- Data records:
━━━━━━━━━━━━━━━━

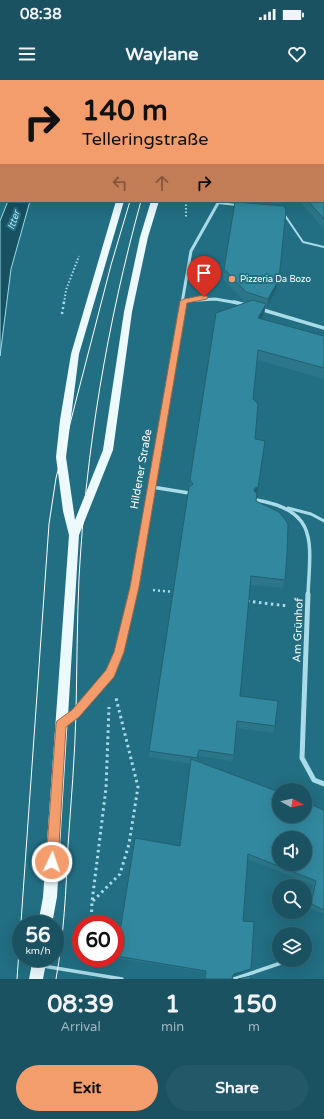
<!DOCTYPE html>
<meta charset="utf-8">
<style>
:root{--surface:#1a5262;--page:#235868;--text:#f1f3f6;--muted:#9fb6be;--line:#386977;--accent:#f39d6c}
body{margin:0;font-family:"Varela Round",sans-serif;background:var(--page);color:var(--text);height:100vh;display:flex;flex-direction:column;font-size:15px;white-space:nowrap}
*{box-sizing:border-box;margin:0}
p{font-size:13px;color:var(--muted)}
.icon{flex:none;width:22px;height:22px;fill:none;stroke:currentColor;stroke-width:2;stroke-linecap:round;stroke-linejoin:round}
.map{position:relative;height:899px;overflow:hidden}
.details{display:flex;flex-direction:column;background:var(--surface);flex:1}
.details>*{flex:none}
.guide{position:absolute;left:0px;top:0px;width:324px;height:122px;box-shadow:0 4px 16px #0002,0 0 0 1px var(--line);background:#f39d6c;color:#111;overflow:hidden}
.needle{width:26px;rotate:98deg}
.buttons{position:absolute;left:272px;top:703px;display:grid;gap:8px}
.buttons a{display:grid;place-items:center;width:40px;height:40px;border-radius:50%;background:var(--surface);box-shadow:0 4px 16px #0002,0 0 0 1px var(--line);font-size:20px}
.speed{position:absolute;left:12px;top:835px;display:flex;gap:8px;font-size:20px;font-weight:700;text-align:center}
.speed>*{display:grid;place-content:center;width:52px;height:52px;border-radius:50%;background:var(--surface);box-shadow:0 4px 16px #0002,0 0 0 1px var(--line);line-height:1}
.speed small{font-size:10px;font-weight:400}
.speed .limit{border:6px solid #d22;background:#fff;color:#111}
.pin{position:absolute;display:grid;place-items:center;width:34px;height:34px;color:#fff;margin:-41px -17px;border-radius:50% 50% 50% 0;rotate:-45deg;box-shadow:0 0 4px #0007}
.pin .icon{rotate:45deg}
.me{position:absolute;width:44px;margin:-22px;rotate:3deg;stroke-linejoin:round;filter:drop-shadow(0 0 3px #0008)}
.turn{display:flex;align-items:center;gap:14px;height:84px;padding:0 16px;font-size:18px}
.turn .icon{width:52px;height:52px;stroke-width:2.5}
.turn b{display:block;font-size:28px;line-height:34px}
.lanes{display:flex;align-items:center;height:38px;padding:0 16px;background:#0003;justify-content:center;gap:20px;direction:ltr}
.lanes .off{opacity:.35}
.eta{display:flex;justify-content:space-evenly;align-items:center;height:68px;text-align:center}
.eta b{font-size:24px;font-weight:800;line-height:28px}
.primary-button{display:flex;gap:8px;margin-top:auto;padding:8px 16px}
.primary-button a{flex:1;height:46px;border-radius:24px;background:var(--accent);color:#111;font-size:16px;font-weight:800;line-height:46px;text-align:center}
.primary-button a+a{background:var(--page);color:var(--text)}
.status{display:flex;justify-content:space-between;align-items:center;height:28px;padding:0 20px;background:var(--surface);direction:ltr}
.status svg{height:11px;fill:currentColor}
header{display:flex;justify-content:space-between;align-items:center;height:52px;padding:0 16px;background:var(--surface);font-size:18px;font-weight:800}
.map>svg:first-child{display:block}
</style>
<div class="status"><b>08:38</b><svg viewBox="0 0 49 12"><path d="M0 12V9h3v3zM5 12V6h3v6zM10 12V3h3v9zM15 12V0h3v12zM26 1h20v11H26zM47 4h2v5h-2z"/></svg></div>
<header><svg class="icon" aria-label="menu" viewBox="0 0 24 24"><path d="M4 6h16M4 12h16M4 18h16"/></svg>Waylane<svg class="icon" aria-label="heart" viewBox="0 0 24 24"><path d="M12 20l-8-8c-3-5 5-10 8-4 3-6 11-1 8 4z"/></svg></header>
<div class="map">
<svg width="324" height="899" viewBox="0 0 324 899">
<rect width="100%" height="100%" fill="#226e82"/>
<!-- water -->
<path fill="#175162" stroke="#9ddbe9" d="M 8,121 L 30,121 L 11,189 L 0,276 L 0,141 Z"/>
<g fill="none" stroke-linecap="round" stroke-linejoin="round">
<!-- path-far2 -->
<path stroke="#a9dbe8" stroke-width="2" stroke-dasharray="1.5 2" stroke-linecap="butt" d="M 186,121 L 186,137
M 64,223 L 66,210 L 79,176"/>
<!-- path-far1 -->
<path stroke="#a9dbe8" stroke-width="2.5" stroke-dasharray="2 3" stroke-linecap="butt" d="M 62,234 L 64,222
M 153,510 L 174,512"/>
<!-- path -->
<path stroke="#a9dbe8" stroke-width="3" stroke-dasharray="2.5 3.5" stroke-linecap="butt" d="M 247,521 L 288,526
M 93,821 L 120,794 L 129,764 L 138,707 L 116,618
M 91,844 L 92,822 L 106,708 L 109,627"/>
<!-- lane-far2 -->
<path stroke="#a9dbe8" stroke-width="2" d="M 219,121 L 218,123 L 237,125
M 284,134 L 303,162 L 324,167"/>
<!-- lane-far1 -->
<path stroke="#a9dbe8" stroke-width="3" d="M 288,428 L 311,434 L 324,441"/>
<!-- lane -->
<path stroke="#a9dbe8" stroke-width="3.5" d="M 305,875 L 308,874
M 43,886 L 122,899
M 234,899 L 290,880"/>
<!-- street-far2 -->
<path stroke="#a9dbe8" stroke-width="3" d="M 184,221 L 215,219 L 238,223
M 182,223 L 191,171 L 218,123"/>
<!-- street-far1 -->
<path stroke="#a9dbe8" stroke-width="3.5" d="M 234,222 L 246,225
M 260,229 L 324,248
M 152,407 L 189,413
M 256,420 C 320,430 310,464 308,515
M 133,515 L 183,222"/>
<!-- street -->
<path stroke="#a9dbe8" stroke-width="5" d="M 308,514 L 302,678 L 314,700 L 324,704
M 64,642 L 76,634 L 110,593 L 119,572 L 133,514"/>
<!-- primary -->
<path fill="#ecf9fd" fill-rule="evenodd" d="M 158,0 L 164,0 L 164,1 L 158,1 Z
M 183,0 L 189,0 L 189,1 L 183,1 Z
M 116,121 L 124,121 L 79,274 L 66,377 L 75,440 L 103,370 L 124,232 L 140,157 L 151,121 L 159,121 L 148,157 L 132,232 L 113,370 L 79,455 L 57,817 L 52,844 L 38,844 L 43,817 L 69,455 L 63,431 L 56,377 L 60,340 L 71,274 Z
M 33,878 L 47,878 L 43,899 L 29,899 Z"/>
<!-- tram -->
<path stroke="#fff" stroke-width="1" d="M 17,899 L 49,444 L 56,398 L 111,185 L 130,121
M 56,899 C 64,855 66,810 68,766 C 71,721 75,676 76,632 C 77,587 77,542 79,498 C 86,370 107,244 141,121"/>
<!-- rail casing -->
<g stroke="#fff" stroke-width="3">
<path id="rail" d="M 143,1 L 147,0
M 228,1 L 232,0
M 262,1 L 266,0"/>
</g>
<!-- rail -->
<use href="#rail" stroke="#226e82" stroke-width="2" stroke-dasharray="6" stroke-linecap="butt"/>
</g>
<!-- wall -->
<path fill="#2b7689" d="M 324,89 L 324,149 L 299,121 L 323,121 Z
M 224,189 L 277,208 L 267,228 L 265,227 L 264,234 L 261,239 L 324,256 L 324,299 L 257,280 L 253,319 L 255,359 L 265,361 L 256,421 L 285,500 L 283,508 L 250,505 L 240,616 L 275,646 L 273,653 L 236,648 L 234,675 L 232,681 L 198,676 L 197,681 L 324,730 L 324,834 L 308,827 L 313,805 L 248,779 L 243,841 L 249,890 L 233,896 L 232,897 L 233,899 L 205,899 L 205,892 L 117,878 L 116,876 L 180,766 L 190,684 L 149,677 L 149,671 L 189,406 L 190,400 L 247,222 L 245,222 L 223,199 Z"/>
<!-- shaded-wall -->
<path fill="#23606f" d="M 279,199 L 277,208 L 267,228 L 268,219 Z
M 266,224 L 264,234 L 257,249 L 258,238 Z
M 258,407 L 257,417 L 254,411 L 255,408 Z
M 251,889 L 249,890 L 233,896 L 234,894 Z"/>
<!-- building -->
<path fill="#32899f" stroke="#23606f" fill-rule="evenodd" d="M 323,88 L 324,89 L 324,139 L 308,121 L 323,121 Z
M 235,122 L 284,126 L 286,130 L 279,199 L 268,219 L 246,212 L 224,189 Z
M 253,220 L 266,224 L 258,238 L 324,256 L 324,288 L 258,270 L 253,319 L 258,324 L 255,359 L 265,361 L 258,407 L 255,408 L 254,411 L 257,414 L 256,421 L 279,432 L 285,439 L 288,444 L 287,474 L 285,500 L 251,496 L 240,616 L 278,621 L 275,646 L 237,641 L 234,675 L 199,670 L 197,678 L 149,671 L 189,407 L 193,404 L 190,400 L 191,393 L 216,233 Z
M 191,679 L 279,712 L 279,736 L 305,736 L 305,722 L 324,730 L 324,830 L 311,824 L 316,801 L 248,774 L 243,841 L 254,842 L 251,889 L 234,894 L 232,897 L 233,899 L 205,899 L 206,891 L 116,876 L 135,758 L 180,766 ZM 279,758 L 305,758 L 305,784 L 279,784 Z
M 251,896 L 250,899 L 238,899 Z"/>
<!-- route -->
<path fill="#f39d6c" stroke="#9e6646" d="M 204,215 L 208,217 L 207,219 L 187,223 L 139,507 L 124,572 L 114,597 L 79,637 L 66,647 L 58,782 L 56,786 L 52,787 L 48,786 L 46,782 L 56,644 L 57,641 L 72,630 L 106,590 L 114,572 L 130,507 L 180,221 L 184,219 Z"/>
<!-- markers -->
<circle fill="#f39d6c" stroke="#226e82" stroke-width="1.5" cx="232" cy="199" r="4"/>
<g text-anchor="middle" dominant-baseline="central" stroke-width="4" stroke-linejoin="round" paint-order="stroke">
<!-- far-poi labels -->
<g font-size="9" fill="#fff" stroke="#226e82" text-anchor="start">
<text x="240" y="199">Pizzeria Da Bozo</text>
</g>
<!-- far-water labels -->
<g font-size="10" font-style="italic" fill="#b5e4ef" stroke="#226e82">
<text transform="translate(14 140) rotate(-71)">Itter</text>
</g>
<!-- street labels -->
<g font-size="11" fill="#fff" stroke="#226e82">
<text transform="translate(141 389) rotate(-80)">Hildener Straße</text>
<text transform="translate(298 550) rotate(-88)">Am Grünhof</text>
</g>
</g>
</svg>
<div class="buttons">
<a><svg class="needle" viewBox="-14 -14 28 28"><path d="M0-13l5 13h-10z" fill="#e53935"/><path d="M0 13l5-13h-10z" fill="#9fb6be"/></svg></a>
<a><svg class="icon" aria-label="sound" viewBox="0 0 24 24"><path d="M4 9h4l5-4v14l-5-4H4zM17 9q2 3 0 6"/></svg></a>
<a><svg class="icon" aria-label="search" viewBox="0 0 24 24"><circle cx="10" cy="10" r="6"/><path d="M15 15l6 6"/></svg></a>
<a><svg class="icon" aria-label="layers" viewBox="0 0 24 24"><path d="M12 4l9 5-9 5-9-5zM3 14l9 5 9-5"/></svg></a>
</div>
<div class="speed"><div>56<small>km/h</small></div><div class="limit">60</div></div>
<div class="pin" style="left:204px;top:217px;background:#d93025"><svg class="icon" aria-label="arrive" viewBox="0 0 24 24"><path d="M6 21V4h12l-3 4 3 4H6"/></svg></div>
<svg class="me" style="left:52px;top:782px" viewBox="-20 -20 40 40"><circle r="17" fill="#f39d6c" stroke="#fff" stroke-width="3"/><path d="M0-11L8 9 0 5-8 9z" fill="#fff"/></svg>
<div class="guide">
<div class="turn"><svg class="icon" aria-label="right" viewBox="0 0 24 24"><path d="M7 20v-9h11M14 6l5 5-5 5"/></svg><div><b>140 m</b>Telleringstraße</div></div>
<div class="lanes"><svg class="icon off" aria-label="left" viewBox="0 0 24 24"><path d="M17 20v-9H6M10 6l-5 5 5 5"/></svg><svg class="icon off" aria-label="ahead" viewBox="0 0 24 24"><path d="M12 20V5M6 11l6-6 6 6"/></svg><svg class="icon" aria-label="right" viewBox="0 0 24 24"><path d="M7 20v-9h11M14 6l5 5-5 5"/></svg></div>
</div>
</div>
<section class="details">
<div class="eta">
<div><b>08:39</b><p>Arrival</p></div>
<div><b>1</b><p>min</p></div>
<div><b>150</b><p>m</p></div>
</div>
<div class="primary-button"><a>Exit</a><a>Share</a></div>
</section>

━━━━━━━━━━━━━━━━

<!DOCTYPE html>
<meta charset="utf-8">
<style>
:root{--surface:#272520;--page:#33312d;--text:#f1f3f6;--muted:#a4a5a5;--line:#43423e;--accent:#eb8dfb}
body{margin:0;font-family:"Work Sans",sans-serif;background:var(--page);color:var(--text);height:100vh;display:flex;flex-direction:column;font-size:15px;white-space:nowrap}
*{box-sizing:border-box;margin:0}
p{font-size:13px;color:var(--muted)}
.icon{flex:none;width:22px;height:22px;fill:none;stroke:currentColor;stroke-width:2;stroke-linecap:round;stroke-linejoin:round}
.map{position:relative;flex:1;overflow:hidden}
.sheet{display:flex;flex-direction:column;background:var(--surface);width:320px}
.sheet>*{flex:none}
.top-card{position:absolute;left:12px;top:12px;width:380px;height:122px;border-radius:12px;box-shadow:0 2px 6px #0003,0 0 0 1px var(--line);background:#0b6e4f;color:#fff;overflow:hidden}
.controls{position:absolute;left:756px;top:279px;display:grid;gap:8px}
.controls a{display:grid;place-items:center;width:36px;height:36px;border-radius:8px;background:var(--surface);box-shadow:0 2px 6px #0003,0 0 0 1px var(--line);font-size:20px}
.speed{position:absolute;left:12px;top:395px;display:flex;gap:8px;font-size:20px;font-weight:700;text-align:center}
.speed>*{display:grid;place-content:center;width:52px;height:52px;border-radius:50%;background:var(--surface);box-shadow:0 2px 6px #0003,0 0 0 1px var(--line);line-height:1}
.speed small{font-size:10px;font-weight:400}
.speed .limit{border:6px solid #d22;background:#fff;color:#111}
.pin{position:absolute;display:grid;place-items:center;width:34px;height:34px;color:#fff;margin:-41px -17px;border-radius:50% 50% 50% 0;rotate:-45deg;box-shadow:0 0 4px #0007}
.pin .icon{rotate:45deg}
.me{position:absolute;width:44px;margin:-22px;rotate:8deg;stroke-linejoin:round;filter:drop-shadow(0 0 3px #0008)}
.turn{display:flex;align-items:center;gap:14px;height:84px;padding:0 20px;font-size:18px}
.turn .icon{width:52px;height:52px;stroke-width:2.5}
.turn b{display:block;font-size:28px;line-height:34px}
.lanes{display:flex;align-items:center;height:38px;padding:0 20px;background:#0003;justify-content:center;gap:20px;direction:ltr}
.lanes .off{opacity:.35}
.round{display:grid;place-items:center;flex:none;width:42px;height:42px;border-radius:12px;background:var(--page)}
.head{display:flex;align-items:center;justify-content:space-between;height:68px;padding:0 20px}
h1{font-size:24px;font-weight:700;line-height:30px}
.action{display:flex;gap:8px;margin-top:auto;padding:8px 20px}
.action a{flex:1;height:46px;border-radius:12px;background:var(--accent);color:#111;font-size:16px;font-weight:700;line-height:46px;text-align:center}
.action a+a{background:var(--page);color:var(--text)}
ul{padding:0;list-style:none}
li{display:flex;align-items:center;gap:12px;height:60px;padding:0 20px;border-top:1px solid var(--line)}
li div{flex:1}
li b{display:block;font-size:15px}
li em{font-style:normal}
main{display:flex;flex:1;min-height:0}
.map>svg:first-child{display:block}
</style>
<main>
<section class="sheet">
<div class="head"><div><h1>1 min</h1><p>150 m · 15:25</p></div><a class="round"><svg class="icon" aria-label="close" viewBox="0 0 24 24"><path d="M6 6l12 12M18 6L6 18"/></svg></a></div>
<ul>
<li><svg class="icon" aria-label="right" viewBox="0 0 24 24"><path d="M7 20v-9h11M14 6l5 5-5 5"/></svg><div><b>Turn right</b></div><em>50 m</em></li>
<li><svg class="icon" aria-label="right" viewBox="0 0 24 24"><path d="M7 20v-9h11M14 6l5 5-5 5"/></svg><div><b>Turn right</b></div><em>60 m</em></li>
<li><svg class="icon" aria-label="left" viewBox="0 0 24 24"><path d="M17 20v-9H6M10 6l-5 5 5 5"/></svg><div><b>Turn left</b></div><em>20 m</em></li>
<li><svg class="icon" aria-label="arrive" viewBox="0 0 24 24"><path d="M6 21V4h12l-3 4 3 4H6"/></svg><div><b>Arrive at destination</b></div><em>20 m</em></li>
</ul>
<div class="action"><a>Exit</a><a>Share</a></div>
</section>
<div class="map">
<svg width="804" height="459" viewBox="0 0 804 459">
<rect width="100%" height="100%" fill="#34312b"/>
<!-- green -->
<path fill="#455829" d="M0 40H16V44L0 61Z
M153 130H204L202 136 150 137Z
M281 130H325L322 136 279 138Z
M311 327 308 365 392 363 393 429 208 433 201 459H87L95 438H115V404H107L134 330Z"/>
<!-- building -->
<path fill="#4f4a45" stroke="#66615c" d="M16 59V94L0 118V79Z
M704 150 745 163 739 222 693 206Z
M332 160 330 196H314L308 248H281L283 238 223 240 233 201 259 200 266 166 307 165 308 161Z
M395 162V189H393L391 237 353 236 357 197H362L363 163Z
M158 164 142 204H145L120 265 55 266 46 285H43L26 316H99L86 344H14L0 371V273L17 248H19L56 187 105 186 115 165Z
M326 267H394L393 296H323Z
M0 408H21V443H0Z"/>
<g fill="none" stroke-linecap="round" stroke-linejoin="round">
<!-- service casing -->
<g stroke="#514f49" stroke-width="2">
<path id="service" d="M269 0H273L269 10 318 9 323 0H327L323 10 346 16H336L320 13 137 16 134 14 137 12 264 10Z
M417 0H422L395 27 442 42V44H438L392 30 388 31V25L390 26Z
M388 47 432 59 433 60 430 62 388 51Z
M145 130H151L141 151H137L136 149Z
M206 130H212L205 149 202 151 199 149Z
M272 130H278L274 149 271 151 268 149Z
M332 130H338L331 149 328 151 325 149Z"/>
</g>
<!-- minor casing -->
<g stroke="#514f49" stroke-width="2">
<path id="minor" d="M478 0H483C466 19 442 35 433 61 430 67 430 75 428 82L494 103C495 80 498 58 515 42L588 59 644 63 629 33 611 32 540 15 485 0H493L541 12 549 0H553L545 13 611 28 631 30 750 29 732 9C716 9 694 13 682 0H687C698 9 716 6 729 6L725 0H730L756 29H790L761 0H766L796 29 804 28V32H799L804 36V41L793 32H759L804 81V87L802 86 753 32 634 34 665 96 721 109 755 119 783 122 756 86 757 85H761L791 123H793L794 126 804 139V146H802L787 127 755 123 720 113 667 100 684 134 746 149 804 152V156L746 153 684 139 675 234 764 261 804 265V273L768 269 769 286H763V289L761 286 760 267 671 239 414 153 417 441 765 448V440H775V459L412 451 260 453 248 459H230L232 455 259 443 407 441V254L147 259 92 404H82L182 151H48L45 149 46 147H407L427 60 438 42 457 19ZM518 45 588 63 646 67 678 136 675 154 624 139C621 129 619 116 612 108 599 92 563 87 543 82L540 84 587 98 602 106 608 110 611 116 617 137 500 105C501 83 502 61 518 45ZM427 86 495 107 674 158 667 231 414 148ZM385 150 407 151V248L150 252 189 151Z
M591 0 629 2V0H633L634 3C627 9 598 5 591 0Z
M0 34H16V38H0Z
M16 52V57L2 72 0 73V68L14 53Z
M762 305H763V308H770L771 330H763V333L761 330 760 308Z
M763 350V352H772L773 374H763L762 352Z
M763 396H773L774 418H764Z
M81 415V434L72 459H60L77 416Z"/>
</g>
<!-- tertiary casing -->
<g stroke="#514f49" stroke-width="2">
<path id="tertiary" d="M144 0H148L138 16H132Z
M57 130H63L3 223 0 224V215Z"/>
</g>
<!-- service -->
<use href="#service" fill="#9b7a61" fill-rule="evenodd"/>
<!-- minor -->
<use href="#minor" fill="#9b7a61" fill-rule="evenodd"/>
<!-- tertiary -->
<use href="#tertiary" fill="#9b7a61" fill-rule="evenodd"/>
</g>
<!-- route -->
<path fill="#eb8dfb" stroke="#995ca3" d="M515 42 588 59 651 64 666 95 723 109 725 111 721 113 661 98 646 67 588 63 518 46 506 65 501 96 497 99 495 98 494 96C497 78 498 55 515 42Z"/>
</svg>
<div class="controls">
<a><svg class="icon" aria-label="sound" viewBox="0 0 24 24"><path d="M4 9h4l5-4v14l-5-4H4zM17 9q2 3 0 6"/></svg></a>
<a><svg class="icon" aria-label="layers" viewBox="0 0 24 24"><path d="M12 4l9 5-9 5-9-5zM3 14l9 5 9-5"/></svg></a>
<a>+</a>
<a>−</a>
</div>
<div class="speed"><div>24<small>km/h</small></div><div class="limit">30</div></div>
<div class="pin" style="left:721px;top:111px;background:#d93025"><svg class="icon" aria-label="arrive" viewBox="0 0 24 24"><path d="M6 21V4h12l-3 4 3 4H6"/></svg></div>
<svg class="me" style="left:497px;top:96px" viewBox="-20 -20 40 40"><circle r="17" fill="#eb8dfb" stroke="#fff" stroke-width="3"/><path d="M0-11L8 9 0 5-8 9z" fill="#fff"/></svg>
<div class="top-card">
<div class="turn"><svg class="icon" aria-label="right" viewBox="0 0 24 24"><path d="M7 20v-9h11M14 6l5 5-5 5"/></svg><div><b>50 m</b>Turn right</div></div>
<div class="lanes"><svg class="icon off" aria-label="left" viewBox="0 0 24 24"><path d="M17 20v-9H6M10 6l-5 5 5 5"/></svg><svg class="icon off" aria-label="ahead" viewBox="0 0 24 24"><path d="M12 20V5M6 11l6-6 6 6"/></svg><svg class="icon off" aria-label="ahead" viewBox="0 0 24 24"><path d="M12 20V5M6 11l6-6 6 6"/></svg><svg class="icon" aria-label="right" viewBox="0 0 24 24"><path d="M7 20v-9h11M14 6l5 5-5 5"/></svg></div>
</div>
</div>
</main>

━━━━━━━━━━━━━━━━

- Problem details: In the records, count every line that includes "buttons" and give the count alone.

- Solution below: 3